Replaces all URI's in a string with anchor markup tags

This method does not know if a URI is already inside markup so it is best to only use it on plain text.

Only "http" and "https" URI's are currently supported.

Parameters:
string - the string to replace URI's in.
Returns:
the given string with all URI's wrapped in anchor tags.

/Swat/SwatString.php at line 295

minimizeEntities

public static string minimizeEntities(string text)

Converts a UTF-8 text string to have the minimal number of entities necessary to output it as valid UTF-8 XHTML without ever double-escaping.

The text is converted as follows:

Parameters:
text - the UTF-8 text string to convert.
Returns:
the UTF-8 text string with minimal entities.

/Swat/SwatString.php at line 319

minimizeEntitiesWithTags

public static string minimizeEntitiesWithTags(string text, array tags)

Same as SwatString::minimizeEntities() but also accepts a list of tags to preserve.

Parameters:
text - the UTF-8 text string to convert.
tags - names of tags that should be preserved.
Returns:
the UTF-8 text string with minimal entities.

/Swat/SwatString.php at line 762

moneyFormat

public static string moneyFormat(float value, string locale, boolean display_currency, integer decimal_places)

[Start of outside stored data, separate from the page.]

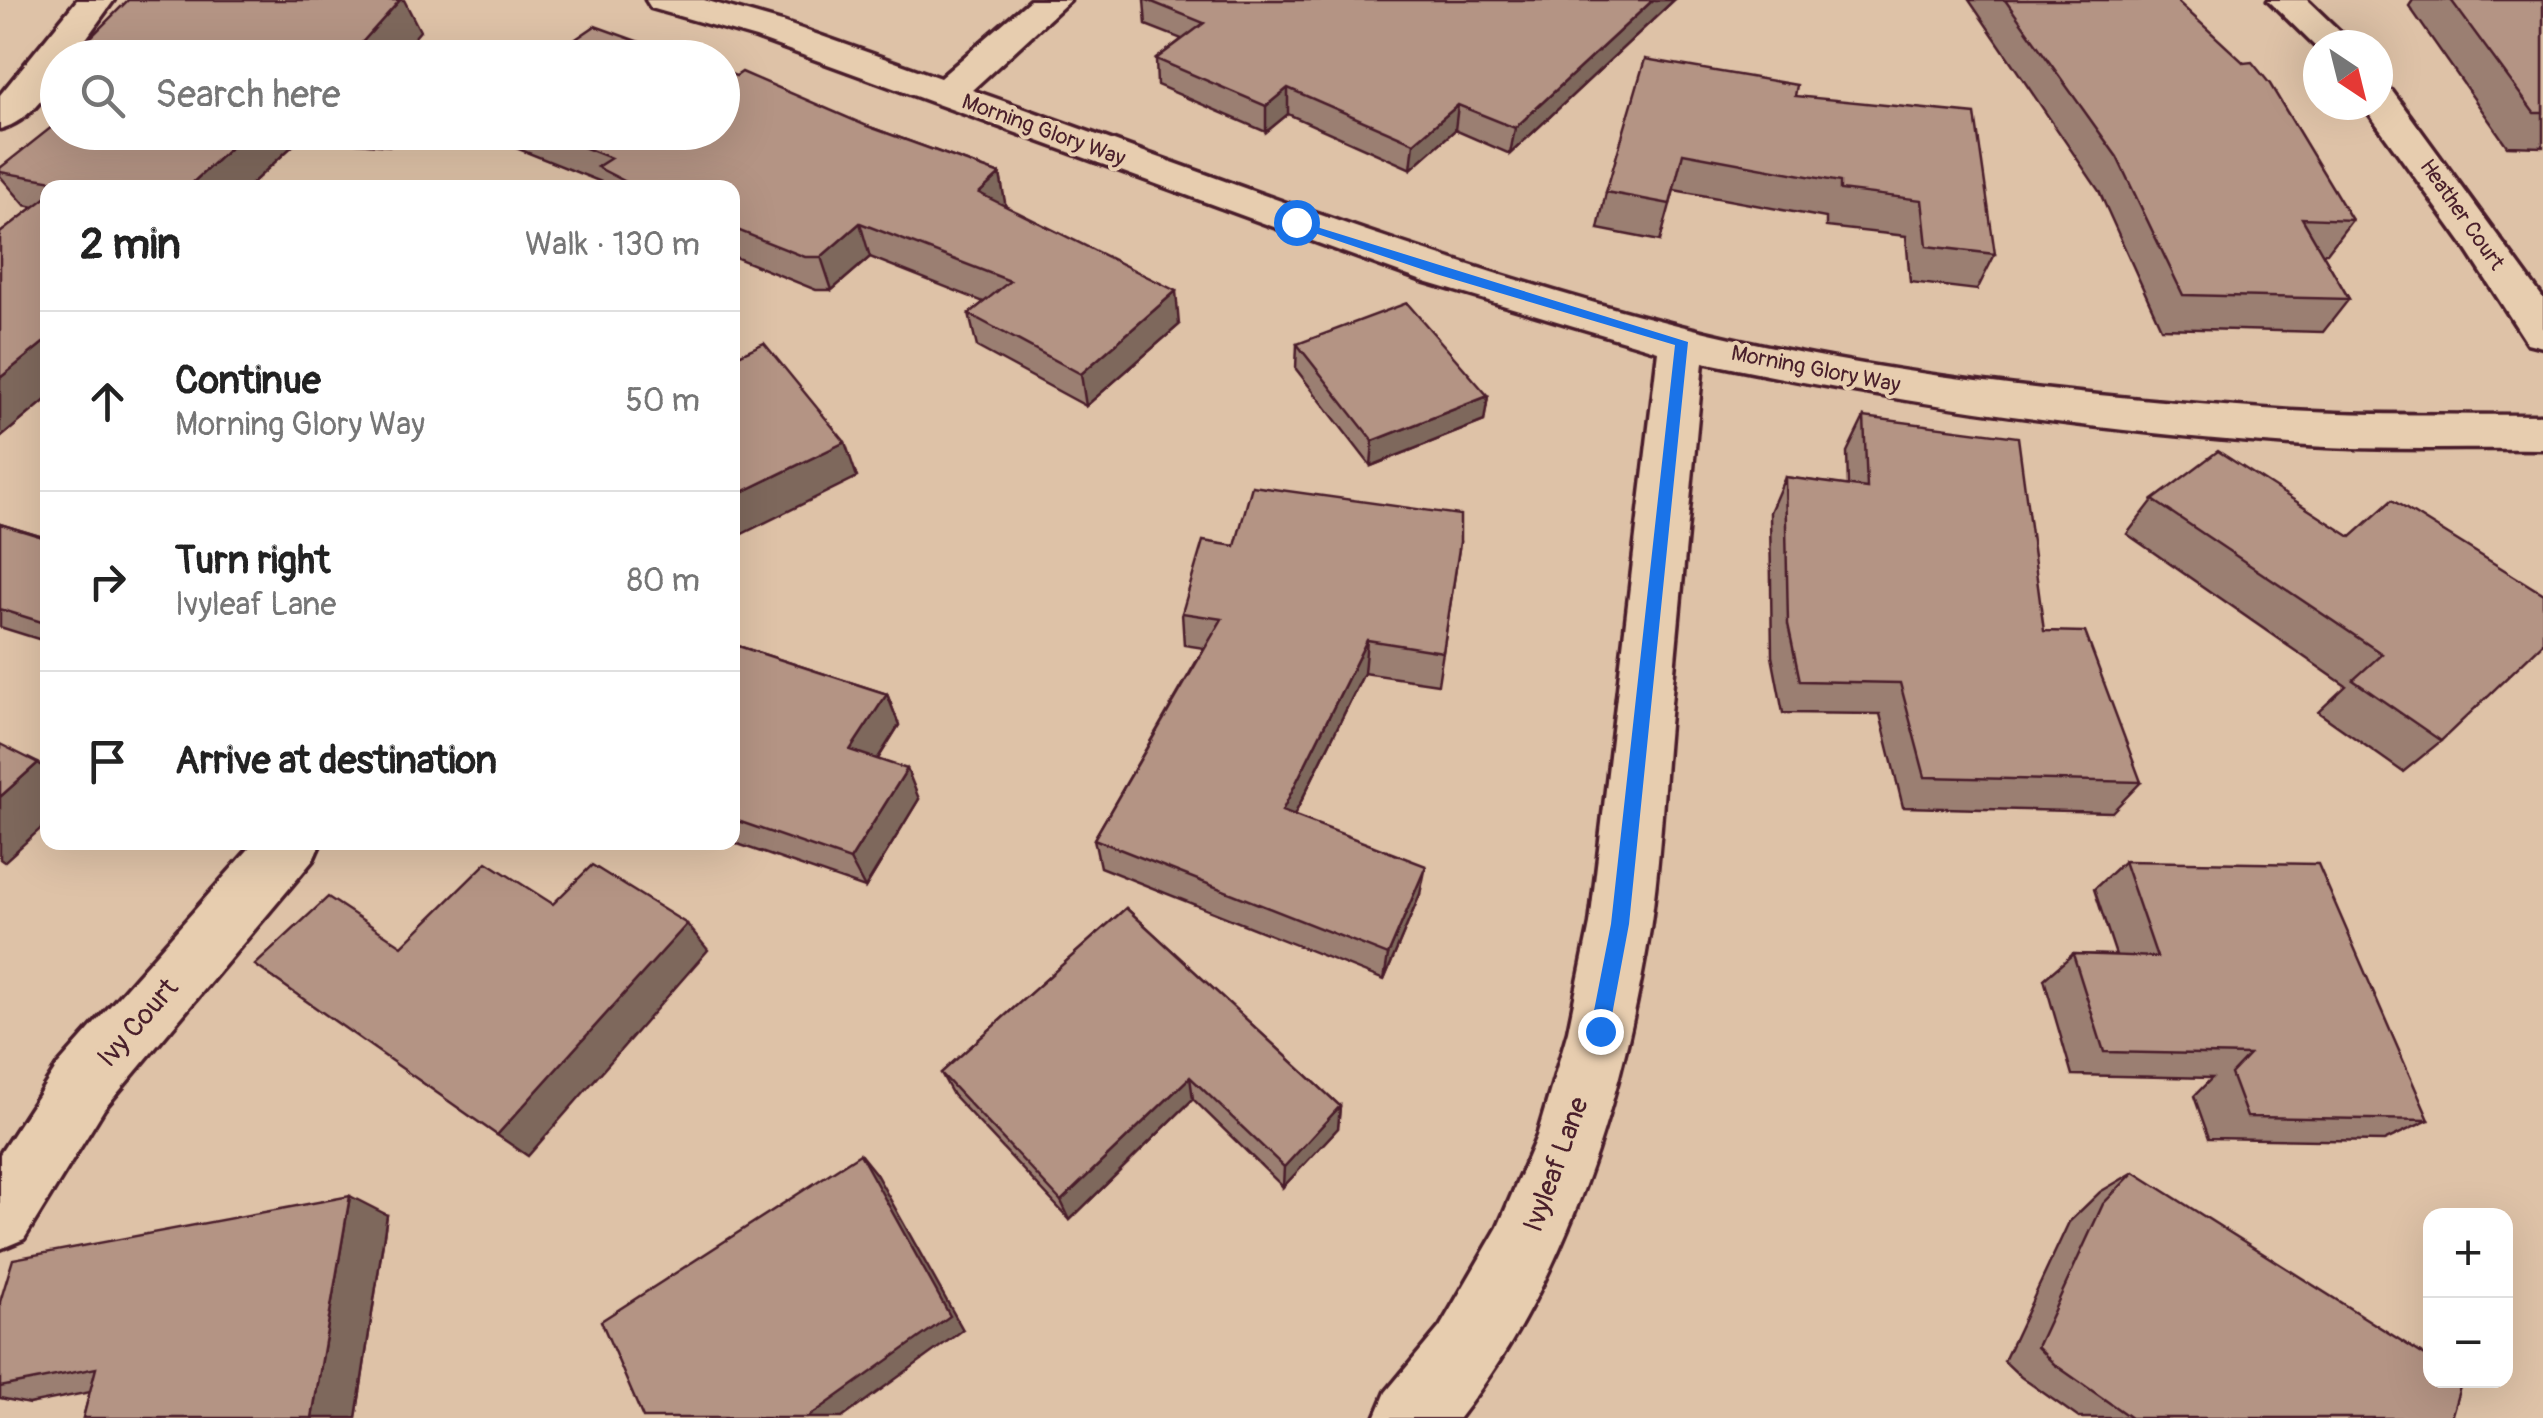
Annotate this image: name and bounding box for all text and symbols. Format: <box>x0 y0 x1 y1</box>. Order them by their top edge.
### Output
north arrow <box>2303 30 2393 120</box>
search box <box>40 40 740 150</box>
icon: search <box>75 68 130 123</box>
text: Search here <box>155 71 341 119</box>
street label: Morning Glory Way <box>958 87 1129 172</box>
street label: Heather Court <box>2414 154 2511 276</box>
route start <box>1274 200 1320 246</box>
text: 2 min <box>80 219 181 271</box>
text: Walk · 130 m <box>525 225 700 265</box>
street label: Morning Glory Way <box>1729 339 1903 399</box>
text: Continue <box>175 357 321 405</box>
icon: ahead <box>80 374 135 429</box>
text: 50 m <box>625 381 700 421</box>
text: Morning Glory Way <box>175 405 425 445</box>
text: Turn right <box>175 537 330 585</box>
icon: right <box>80 554 135 609</box>
text: 80 m <box>627 561 700 601</box>
text: Ivyleaf Lane <box>175 585 336 625</box>
icon: arrive <box>80 734 135 789</box>
text: Arrive at destination <box>175 737 497 785</box>
street label: Ivy Court <box>90 971 187 1075</box>
route end <box>1578 1009 1624 1055</box>
street label: Ivyleaf Lane <box>1516 1092 1597 1237</box>
map controls <box>2423 1208 2513 1388</box>
button: + <box>2423 1208 2513 1298</box>
button: − <box>2423 1298 2513 1388</box>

Formats a numeric value as currency

Note: This method does not work in some operating systems and in such cases, this method will throw an exception.

Note: This method is deprecated. Use SwatI18NLocale::formatCurrency() instead. The newer method is more flexible and works across more platforms.

Parameters:
value - the numeric value to format.
locale - optional locale to use to format the value. If no locale is specified, the current locale is used.
display_currency - optional flag specifing whether or not the international currency symbol is appended to the output. If not specified, the international currency symbol is omitted from the output.
decimal_places - optional number of decimal places to display. If not specified, the locale's default number of decimal places is used.
Returns:
a UTF-8 encoded string containing the formatted currency value.
Throws:
if the PHP money_format() function is undefined.
if the given locale could not be set.
if the locale-based output cannot be converted to UTF-8.
Deprecated:
Use {@link SwatI18NLocale::formatCurrency()} instead. It is more flexible and works across more platforms.

/Swat/SwatString.php at line 880

numberFormat

public static string numberFormat(float value, integer decimals, string locale, boolean show_thousands_separator)

Formats a number using locale-based separators

Parameters:
value - the numeric value to format.
decimals - number of decimal places to display. By default, the full number of decimal places of the value will be displayed.
locale - an optional locale to use to format the value. If no locale is specified, the current locale is used.
show_thousands_separator - whether or not to display the thousands separator (default is true).
Returns:
a UTF-8 encoded string containing the formatted number.
Throws:
if the given locale could not be set.
if the locale-based output cannot be converted to UTF-8.

/Swat/SwatString.php at line 933

ordinalNumberFormat

public static void ordinalNumberFormat(integer value)

Formats an integer as an ordinal number (1st, 2nd, 3rd)

This method uses English suffixes and is not translatable.

Parameters:
value - the numeric value to format.

/Swat/SwatString.php at line 1090

pad

public static string pad(string input, int pad_length, string pad_string, int pad_type)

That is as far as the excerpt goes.